#### Problem description:
The entries are to be repeated verbatim, with nothing left out.

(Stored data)
***

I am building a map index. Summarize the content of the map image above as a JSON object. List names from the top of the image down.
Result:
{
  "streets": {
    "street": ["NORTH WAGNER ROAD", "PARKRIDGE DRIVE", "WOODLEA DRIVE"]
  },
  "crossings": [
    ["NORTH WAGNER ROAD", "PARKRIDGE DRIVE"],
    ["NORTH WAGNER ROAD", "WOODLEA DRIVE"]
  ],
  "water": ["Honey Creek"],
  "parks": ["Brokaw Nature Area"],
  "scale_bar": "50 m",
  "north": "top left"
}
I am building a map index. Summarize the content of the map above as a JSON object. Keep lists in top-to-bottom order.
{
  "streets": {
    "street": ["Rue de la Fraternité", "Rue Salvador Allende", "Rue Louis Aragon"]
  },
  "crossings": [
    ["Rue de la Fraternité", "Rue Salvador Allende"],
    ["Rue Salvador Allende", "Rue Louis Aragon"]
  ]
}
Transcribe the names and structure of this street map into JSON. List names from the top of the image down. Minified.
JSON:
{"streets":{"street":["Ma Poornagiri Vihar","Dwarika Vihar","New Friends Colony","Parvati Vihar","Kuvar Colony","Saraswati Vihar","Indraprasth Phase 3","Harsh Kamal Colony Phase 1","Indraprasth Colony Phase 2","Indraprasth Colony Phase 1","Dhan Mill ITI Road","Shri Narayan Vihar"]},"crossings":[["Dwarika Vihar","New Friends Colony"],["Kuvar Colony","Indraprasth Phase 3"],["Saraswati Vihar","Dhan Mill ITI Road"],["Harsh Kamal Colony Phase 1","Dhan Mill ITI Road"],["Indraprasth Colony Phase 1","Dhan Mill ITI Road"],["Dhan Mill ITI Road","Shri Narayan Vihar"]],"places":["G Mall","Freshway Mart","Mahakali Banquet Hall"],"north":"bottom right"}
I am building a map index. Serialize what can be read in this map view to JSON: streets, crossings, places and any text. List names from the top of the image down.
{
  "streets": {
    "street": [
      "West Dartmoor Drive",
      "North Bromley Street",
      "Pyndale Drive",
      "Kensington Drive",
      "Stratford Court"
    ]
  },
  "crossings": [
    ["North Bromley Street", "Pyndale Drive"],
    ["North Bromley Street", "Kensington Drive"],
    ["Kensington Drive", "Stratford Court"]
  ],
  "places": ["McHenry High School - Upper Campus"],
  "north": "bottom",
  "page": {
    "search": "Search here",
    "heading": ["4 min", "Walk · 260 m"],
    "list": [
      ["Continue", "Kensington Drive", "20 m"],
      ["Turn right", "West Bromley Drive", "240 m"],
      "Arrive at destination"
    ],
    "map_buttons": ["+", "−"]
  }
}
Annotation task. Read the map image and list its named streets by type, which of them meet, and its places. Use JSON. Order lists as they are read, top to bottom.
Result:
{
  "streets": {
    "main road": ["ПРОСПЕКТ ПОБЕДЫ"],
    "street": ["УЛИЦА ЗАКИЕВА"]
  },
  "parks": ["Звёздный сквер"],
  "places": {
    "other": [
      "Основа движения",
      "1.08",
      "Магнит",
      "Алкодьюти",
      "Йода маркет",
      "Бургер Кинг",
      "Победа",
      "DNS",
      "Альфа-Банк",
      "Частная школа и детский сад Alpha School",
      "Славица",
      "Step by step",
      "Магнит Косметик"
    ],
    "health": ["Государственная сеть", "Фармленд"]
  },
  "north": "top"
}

***

#### Solution:
I am building a map index. Summarize the content of the map image above as a JSON object. List names from the top of the image down.
Result:
{
  "streets": {
    "street": ["NORTH WAGNER ROAD", "PARKRIDGE DRIVE", "WOODLEA DRIVE"]
  },
  "crossings": [
    ["NORTH WAGNER ROAD", "PARKRIDGE DRIVE"],
    ["NORTH WAGNER ROAD", "WOODLEA DRIVE"]
  ],
  "water": ["Honey Creek"],
  "parks": ["Brokaw Nature Area"],
  "scale_bar": "50 m",
  "north": "top left"
}
I am building a map index. Summarize the content of the map above as a JSON object. Keep lists in top-to-bottom order.
{
  "streets": {
    "street": ["Rue de la Fraternité", "Rue Salvador Allende", "Rue Louis Aragon"]
  },
  "crossings": [
    ["Rue de la Fraternité", "Rue Salvador Allende"],
    ["Rue Salvador Allende", "Rue Louis Aragon"]
  ]
}
Transcribe the names and structure of this street map into JSON. List names from the top of the image down. Minified.
JSON:
{"streets":{"street":["Ma Poornagiri Vihar","Dwarika Vihar","New Friends Colony","Parvati Vihar","Kuvar Colony","Saraswati Vihar","Indraprasth Phase 3","Harsh Kamal Colony Phase 1","Indraprasth Colony Phase 2","Indraprasth Colony Phase 1","Dhan Mill ITI Road","Shri Narayan Vihar"]},"crossings":[["Dwarika Vihar","New Friends Colony"],["Kuvar Colony","Indraprasth Phase 3"],["Saraswati Vihar","Dhan Mill ITI Road"],["Harsh Kamal Colony Phase 1","Dhan Mill ITI Road"],["Indraprasth Colony Phase 1","Dhan Mill ITI Road"],["Dhan Mill ITI Road","Shri Narayan Vihar"]],"places":["G Mall","Freshway Mart","Mahakali Banquet Hall"],"north":"bottom right"}
I am building a map index. Serialize what can be read in this map view to JSON: streets, crossings, places and any text. List names from the top of the image down.
{
  "streets": {
    "street": [
      "West Dartmoor Drive",
      "North Bromley Street",
      "Pyndale Drive",
      "Kensington Drive",
      "Stratford Court"
    ]
  },
  "crossings": [
    ["North Bromley Street", "Pyndale Drive"],
    ["North Bromley Street", "Kensington Drive"],
    ["Kensington Drive", "Stratford Court"]
  ],
  "places": ["McHenry High School - Upper Campus"],
  "north": "bottom",
  "page": {
    "search": "Search here",
    "heading": ["4 min", "Walk · 260 m"],
    "list": [
      ["Continue", "Kensington Drive", "20 m"],
      ["Turn right", "West Bromley Drive", "240 m"],
      "Arrive at destination"
    ],
    "map_buttons": ["+", "−"]
  }
}
Annotation task. Read the map image and list its named streets by type, which of them meet, and its places. Use JSON. Order lists as they are read, top to bottom.
Result:
{
  "streets": {
    "main road": ["ПРОСПЕКТ ПОБЕДЫ"],
    "street": ["УЛИЦА ЗАКИЕВА"]
  },
  "parks": ["Звёздный сквер"],
  "places": {
    "other": [
      "Основа движения",
      "1.08",
      "Магнит",
      "Алкодьюти",
      "Йода маркет",
      "Бургер Кинг",
      "Победа",
      "DNS",
      "Альфа-Банк",
      "Частная школа и детский сад Alpha School",
      "Славица",
      "Step by step",
      "Магнит Косметик"
    ],
    "health": ["Государственная сеть", "Фармленд"]
  },
  "north": "top"
}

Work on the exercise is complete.